Come primo passo verso una politica operaia indipendente crediamo che sia necessario difendere la prospettiva della lotta per la nazionalizzazione senza indennizzo e sotto controllo e gestione operai di tutte le imprese e industrie strategiche del Venezuela. Come socialisti rivoluzionari dobbiamo lottare a scala nazionale ed internazionale per l’espropriazione senza indennizzo e sotto controllo dei lavoratori e dei consumatori di tutte le imprese privatizzate, nella prospettiva dell’espropriazione di tutte le grande imprese, il settore bancario e le industrie strategiche, come gli idrocarburi, attraverso un governo dei lavoratori che pianifichi l’insieme dell’economia nazionale in maniera razionale e a favore delle masse operaie e popolari per porre un fine allo sfruttamento imperialista del Venezuela. In funzione di questa prospettiva, dobbiamo fare un appello più vasto possibile alla solidarietà dei lavoratori delle imprese multinazionali nei paesi imperialisti per far sì che riprendano, attraverso le loro organizzazioni, questo programma. La classe operaia venezuelana deve avere fiducia soltanto nelle proprie forze e nei propri metodi di lotta. Questa è l’unica strada per saldare una vera alleanza operaia, contadina e popolare veramente anticapitalista che abbia come orizzonte strategico la lotta per conquista di un governo operaio, contadino e popolare. Di fronte alla politica del PSUV è centrale che i lavoratori possano esprimersi nella vita politica nazionale in maniera indipendente.

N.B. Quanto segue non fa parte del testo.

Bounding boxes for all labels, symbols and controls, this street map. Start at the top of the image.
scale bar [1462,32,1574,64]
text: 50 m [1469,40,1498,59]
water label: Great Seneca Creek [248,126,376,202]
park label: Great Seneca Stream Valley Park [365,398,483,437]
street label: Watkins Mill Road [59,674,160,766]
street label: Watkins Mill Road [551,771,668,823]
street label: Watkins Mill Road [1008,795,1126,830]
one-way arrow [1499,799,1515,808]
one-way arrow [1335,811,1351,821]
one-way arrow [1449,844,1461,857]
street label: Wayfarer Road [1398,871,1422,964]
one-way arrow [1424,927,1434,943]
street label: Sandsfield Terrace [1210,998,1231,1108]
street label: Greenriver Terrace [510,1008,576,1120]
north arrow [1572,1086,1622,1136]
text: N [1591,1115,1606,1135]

Per ciò è chiave lottare per un partito proprio dei lavoratori, un grande partito operaio indipendente basatosi sugli organismi di rappresentanza e di lotta dei lavoratori (sindacati combattivi, organizzazioni sindacali di base, comitati di fabbrica, etc.), centrato sui metodi della democrazia operaia e che difenda un programma chiaramente anticapitalista. Questo sarebbe il primo passo per avanzare nella costruzione di un potente partito operaio rivoluzionario che lotti per un governo operaio-popolare e per avanzare verso una vera rivoluzione operaia e socialista in Venezuela.
Compagne e compagni, facciamo appello a voi per portare avanti insieme una campagna che si può riassumere attorno a tre punti fondamentali:

Contro le finte nazionalizzazioni di Chávez, lottare per la nazionalizzazione senza indennizzo e sotto controllo operaio di tutte le industrie strategiche del Venezuela
Lottare per un partito operaio indipendente, per far sì che la classe operaia cominci a pesare nella vita politica nazionale rispetto a tutte le varianti del riformismo e del nazionalismo borghese.

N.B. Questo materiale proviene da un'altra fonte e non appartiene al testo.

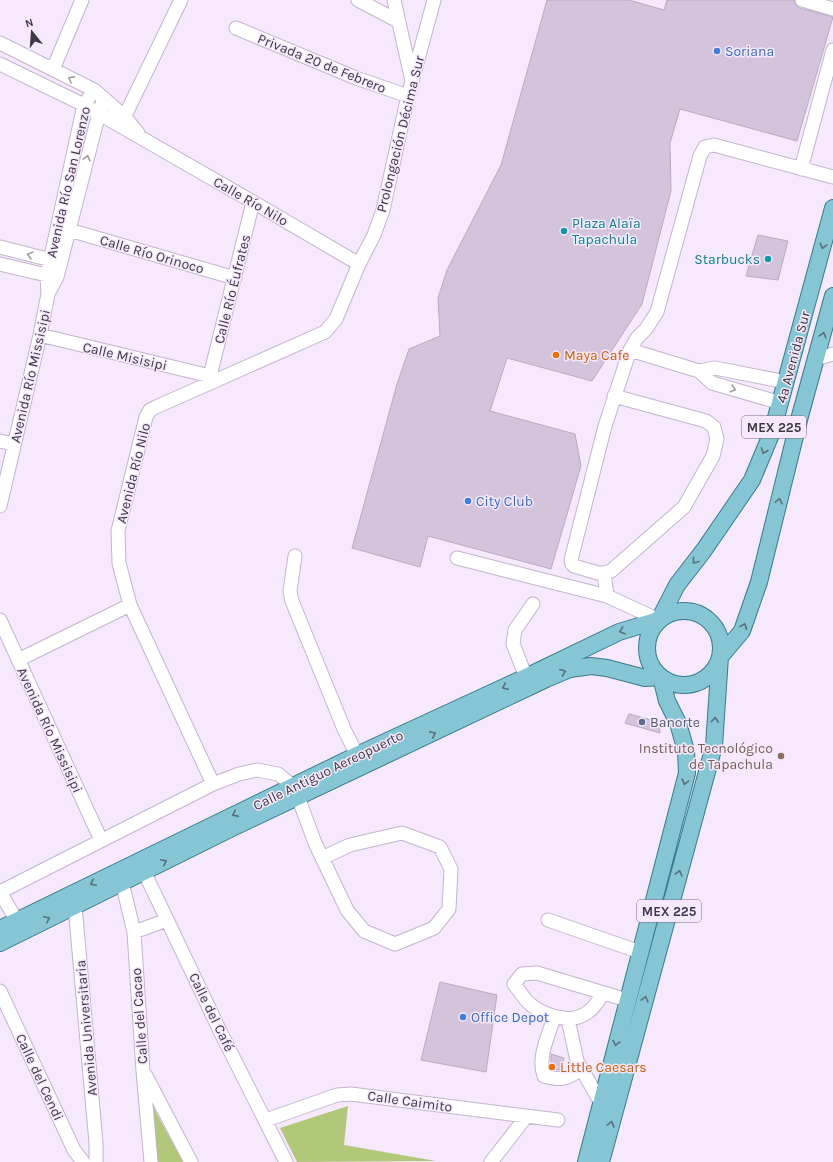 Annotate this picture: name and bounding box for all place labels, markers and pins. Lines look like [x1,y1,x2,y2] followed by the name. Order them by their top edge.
[725,43,774,60] place label: Soriana
[712,46,722,56] marker: Soriana
[572,215,641,248] place label: Plaza Alaïa Tapachula
[559,226,569,236] marker: Plaza Alaïa Tapachula
[694,251,760,268] place label: Starbucks
[763,254,773,264] marker: Starbucks
[564,347,629,364] place label: Maya Cafe
[551,350,561,360] marker: Maya Cafe
[476,493,533,510] place label: City Club
[463,496,473,506] marker: City Club
[650,714,700,731] place label: Banorte
[637,717,647,727] marker: Banorte
[639,740,773,773] place label: Instituto Tecnológico de Tapachula
[776,751,786,761] marker: Instituto Tecnológico de Tapachula
[471,1009,549,1026] place label: Office Depot
[458,1012,468,1022] marker: Office Depot
[560,1059,647,1076] place label: Little Caesars
[547,1062,557,1072] marker: Little Caesars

Difendere la prospettiva di un governo operaio, contadino e popolare come unica strada per cominciare a risolvere le principali rivendicazioni popolari, contro le finte promesse del “Socialismo del XXI secolo”.

Questa campagna comune ci permetterebbe di dirigerci alle altri correnti di estrema sinistra che intervengono in Venezuela, sia all’interno del PRS come all’interno della corrente sindacale C-CURA, attraverso una lotta che difenda questa prospettiva in ogni singolo paese in cui militiamo e a scala internazionale.

Aspettando una risposta da parte vostra,

Juventud de Izquierda Revolucionaria del Venezuela (Frazione Publica del PRS)
www.jir.org.ve

Partido de Trabajadores Socialistas (PTS), Argentina
www.pts.org.ar

Liga Obrera Revolucionaria por la Cuarta Internacional (LOR-CI ), Bolivia
www.lorci.org

Liga Estratégia Revolucionária-Quarta Internacional (LER-QI ), Brasile
www.ler-qi.org

Clase contra Clase, Cile
www.clasecontraclase.cl

Liga de Trabajadores por el Socialismo (LTS), Messico
www.geocities.com/ligamex

Clase Contra Clase, Stato Spagnolo
www.clasecontraclase.org

FT-Europa

08/03/07.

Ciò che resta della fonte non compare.